Two-thirds of ACL-injured Patients Avoid Surgery at 2 Years: Nationwide Registry Shows Rehab-first Strategy Often Works but Younger, Pivoting-sport Athletes and Meniscal Tears Predict Delayed Reconstruction

Two-thirds of ACL-injured Patients Avoid Surgery at 2 Years: Nationwide Registry Shows Rehab-first Strategy Often Works but Younger, Pivoting-sport Athletes and Meniscal Tears Predict Delayed Reconstruction

Highlight

– In a nationwide Norwegian cohort of 485 patients with primary ACL injury initially managed non-operatively, 63% remained non-operative at 2 years.

– Younger patients (<25 years), those active in pivoting sports, and those with baseline meniscal injuries were more likely to undergo delayed ACL reconstruction (ACLR).

– Instability was the principal indication for delayed ACLR; more than half of delayed reconstructions included meniscal repair.

– Patient-reported knee function (KOOS Sport/Rec and QoL) at 2 years showed moderate impairments but did not differ significantly between patients who stayed non-operative and those who later underwent ACLR.

Background

Anterior cruciate ligament (ACL) rupture is a common knee injury among physically active individuals. Historically, many ACL ruptures were treated surgically to restore stability and allow return to pivoting sports. Over the past two decades, interest in structured rehabilitation with optional delayed reconstruction has increased, recognizing that not all patients require immediate surgery and that a proportion can achieve acceptable function with non-operative care alone. Determining which patients benefit from early reconstruction versus rehabilitation-first strategies remains an important clinical question, with implications for patient outcomes, health-service use, and long-term joint health.

Study design and methods

Kooy et al. used prospectively collected data from the Norwegian Knee Ligament Register (2017–2023) to describe a nationwide population of primary ACL injuries that were initially managed non-operatively. The study included 485 patients with primary ACL rupture documented as initially treated without surgery. Baseline variables included age, activity level, participation in pivoting sports, and presence of meniscal injury at baseline. The authors followed patients to capture delayed ACL reconstruction events, intraoperative findings when reconstruction occurred, and patient-reported outcomes using the Knee injury and Osteoarthritis Outcome Score (KOOS).

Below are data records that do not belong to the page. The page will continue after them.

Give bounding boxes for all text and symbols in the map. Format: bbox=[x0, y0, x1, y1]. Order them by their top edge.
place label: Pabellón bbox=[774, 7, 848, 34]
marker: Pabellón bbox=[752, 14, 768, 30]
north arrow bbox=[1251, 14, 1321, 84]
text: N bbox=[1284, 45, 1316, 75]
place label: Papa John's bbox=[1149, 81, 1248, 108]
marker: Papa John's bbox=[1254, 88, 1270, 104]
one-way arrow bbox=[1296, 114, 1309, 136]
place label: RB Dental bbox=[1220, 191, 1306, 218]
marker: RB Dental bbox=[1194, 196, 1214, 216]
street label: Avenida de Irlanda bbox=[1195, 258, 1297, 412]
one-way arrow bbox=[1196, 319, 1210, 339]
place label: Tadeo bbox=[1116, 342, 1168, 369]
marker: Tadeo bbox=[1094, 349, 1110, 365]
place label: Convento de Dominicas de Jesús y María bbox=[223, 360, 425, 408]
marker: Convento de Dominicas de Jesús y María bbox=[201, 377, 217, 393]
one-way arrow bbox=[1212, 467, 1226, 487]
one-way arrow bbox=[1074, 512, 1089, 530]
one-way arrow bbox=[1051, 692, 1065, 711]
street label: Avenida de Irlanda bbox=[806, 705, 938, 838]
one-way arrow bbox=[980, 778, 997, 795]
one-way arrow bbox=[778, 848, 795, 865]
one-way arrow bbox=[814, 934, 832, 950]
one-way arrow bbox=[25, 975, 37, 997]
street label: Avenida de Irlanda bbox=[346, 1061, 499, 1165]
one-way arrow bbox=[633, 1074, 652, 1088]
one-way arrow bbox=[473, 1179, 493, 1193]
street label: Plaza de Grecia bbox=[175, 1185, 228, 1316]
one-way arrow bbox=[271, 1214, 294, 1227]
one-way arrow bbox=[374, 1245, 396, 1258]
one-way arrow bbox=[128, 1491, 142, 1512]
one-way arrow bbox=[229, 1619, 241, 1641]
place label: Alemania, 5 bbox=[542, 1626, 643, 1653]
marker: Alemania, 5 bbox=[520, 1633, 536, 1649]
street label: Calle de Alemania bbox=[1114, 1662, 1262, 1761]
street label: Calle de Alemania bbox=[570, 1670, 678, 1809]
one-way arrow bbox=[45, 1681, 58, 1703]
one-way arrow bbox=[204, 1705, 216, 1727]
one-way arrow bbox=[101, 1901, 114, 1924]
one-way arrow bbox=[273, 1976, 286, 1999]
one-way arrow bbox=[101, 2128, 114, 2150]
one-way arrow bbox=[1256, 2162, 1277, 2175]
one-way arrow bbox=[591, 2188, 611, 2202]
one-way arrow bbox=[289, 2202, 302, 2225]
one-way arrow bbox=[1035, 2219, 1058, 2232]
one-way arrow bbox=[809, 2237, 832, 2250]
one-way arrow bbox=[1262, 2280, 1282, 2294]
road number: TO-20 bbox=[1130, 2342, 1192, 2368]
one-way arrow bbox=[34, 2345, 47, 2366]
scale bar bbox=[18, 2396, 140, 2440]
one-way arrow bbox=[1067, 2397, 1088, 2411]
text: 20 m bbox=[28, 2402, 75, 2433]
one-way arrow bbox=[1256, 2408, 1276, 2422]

Analyses included Kaplan–Meier treatment‑survival curves to estimate the cumulative proportion remaining non-operative over time and Cox proportional hazards regression to identify baseline predictors of undergoing delayed ACLR. KOOS subscale scores at 2 years were compared between patients who remained non-operative and those who later had ACLR.

Key findings

Overall course and delayed reconstruction rates

Of 485 patients initially managed non-operatively (mean age 35 years, SD 12; 25% under 25 years), 63% remained non-operative at 2 years. The majority (93%) reported being physically active in sports before injury, underscoring that this was an active population, not a cohort of sedentary or elderly patients who are automatically poor surgical candidates.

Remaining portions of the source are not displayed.